## WHAT THE TASK ASKS
Go through the data below. Pull out every line that has the word "Circolo".

## DATA EXTRACT
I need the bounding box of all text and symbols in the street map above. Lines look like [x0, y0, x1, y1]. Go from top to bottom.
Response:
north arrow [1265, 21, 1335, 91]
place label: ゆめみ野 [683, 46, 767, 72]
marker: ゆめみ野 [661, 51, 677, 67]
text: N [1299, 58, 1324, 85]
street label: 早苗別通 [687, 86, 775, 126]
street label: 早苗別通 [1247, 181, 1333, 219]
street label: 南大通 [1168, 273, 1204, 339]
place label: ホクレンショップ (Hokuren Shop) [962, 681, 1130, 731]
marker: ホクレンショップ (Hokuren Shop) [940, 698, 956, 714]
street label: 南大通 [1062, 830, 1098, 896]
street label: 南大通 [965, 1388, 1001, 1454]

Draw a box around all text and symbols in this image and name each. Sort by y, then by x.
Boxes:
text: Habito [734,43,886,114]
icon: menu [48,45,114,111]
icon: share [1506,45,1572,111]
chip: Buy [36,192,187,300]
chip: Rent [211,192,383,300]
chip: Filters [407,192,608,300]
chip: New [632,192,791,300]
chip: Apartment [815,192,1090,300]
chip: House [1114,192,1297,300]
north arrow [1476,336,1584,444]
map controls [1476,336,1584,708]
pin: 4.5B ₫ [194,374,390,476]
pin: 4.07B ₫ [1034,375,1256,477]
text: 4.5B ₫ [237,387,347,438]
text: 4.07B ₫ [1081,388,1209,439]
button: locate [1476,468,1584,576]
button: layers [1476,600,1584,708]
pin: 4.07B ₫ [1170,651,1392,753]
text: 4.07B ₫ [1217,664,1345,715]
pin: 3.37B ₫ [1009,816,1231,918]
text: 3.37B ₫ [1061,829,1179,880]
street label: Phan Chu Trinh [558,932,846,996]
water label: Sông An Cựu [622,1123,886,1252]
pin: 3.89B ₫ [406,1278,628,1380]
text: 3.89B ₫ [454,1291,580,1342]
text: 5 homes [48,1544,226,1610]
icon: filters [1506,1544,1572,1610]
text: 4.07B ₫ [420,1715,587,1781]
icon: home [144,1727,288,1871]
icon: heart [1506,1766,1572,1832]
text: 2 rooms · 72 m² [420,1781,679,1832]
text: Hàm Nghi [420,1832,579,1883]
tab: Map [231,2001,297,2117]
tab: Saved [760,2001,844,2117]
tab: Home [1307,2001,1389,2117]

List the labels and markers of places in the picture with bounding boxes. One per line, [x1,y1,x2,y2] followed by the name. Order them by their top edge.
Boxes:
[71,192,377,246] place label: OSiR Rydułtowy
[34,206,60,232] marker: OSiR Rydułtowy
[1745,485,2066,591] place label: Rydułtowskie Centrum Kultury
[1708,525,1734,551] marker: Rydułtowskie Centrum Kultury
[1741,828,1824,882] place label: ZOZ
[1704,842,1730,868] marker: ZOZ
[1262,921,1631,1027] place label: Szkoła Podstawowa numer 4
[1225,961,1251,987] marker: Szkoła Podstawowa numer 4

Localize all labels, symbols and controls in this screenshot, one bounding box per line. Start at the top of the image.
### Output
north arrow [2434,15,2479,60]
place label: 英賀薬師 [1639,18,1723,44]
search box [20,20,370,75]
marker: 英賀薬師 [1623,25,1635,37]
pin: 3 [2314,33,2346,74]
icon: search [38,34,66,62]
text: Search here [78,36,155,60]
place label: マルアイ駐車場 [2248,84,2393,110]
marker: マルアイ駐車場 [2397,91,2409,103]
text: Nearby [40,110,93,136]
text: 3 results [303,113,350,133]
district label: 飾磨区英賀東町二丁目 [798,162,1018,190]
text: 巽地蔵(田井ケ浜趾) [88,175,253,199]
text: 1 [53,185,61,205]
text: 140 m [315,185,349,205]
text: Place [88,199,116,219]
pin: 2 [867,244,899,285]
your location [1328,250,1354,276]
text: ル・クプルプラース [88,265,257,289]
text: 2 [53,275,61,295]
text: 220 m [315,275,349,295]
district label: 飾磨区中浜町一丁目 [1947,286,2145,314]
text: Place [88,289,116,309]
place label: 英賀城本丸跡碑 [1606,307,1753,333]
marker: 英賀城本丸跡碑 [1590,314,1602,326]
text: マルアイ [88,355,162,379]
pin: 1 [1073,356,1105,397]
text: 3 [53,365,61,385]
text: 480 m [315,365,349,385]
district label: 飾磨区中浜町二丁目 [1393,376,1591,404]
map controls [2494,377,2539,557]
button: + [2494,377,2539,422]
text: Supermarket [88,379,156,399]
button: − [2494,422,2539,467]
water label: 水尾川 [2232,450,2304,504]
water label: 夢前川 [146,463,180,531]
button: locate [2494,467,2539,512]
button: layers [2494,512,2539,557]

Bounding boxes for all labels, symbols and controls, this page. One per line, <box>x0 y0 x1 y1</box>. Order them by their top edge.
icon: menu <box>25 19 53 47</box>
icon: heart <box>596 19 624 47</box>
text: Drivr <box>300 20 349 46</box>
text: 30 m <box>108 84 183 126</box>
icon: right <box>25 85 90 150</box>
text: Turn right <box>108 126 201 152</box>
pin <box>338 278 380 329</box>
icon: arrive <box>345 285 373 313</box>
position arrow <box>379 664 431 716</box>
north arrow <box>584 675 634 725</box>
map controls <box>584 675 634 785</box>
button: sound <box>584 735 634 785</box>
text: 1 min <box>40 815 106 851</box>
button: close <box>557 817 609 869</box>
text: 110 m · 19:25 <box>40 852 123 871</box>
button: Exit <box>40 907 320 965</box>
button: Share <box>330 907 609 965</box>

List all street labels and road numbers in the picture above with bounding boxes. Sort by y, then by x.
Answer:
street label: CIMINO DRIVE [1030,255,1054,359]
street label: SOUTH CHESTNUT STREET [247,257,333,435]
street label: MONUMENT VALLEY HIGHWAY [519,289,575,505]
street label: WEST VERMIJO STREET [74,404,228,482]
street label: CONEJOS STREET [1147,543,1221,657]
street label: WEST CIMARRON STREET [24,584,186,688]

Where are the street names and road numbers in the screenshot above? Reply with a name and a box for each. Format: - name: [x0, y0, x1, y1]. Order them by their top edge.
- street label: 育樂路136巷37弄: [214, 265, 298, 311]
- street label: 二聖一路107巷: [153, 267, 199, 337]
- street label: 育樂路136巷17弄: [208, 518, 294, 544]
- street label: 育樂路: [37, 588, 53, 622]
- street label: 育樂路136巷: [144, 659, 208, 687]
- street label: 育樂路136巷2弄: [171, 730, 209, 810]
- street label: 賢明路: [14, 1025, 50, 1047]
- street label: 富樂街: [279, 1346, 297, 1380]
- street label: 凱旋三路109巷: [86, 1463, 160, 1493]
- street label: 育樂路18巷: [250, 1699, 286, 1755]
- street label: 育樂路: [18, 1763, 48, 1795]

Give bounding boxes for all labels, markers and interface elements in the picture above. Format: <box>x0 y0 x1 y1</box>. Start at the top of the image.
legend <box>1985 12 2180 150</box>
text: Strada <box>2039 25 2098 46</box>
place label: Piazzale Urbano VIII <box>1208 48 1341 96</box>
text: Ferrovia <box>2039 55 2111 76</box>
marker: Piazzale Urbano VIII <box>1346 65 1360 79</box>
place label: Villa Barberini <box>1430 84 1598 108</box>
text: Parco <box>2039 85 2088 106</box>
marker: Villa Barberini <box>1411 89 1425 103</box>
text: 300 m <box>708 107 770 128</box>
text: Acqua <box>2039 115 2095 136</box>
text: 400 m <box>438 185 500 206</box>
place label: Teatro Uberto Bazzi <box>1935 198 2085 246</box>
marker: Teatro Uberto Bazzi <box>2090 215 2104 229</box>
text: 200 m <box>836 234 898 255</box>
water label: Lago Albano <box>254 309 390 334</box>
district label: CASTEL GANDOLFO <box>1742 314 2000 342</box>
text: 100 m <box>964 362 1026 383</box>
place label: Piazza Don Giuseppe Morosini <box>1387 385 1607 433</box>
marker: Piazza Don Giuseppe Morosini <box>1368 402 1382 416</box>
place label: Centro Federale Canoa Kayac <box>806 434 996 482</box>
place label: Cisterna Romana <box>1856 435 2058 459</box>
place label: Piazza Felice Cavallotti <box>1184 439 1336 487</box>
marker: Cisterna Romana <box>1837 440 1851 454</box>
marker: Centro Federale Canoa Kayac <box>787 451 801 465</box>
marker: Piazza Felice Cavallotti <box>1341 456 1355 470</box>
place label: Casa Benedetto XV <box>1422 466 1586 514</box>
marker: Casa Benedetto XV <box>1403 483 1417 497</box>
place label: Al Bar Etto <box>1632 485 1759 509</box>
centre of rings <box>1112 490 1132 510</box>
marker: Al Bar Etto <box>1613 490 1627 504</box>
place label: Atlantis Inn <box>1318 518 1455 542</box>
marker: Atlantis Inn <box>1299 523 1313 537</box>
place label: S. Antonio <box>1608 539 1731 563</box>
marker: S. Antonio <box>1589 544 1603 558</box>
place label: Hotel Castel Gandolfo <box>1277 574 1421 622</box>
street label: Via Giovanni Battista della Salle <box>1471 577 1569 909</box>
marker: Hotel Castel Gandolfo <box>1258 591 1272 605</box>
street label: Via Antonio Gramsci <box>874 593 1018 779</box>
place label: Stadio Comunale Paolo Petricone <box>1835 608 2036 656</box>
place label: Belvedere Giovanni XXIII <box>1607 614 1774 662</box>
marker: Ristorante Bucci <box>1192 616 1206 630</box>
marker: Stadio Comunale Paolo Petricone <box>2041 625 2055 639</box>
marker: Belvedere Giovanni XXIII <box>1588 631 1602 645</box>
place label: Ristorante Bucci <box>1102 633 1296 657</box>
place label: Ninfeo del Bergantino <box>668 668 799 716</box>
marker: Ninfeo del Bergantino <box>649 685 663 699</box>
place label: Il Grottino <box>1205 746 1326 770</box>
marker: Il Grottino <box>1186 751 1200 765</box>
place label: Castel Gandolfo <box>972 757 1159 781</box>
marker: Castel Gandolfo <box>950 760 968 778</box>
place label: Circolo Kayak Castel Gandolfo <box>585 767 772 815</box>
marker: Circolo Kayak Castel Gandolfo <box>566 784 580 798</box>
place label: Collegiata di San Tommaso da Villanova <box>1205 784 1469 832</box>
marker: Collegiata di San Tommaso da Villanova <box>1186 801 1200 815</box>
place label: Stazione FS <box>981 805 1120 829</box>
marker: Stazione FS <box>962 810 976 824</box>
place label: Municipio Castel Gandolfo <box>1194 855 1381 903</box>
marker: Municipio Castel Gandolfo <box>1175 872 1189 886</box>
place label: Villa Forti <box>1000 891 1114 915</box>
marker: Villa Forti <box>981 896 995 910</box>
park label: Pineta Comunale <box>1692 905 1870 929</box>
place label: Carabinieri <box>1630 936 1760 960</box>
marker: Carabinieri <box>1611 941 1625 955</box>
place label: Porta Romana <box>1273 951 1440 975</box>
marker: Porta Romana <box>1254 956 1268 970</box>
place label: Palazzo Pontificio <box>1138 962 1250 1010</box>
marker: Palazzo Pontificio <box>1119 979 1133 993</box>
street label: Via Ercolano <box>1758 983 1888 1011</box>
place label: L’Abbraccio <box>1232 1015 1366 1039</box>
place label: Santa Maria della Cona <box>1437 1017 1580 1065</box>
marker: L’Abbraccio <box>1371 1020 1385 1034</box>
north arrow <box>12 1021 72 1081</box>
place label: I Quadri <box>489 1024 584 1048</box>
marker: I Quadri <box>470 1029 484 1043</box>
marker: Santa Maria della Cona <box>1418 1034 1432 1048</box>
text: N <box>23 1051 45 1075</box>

## ANSWER
place label: Circolo Kayak Castel Gandolfo <box>585 767 772 815</box>
marker: Circolo Kayak Castel Gandolfo <box>566 784 580 798</box>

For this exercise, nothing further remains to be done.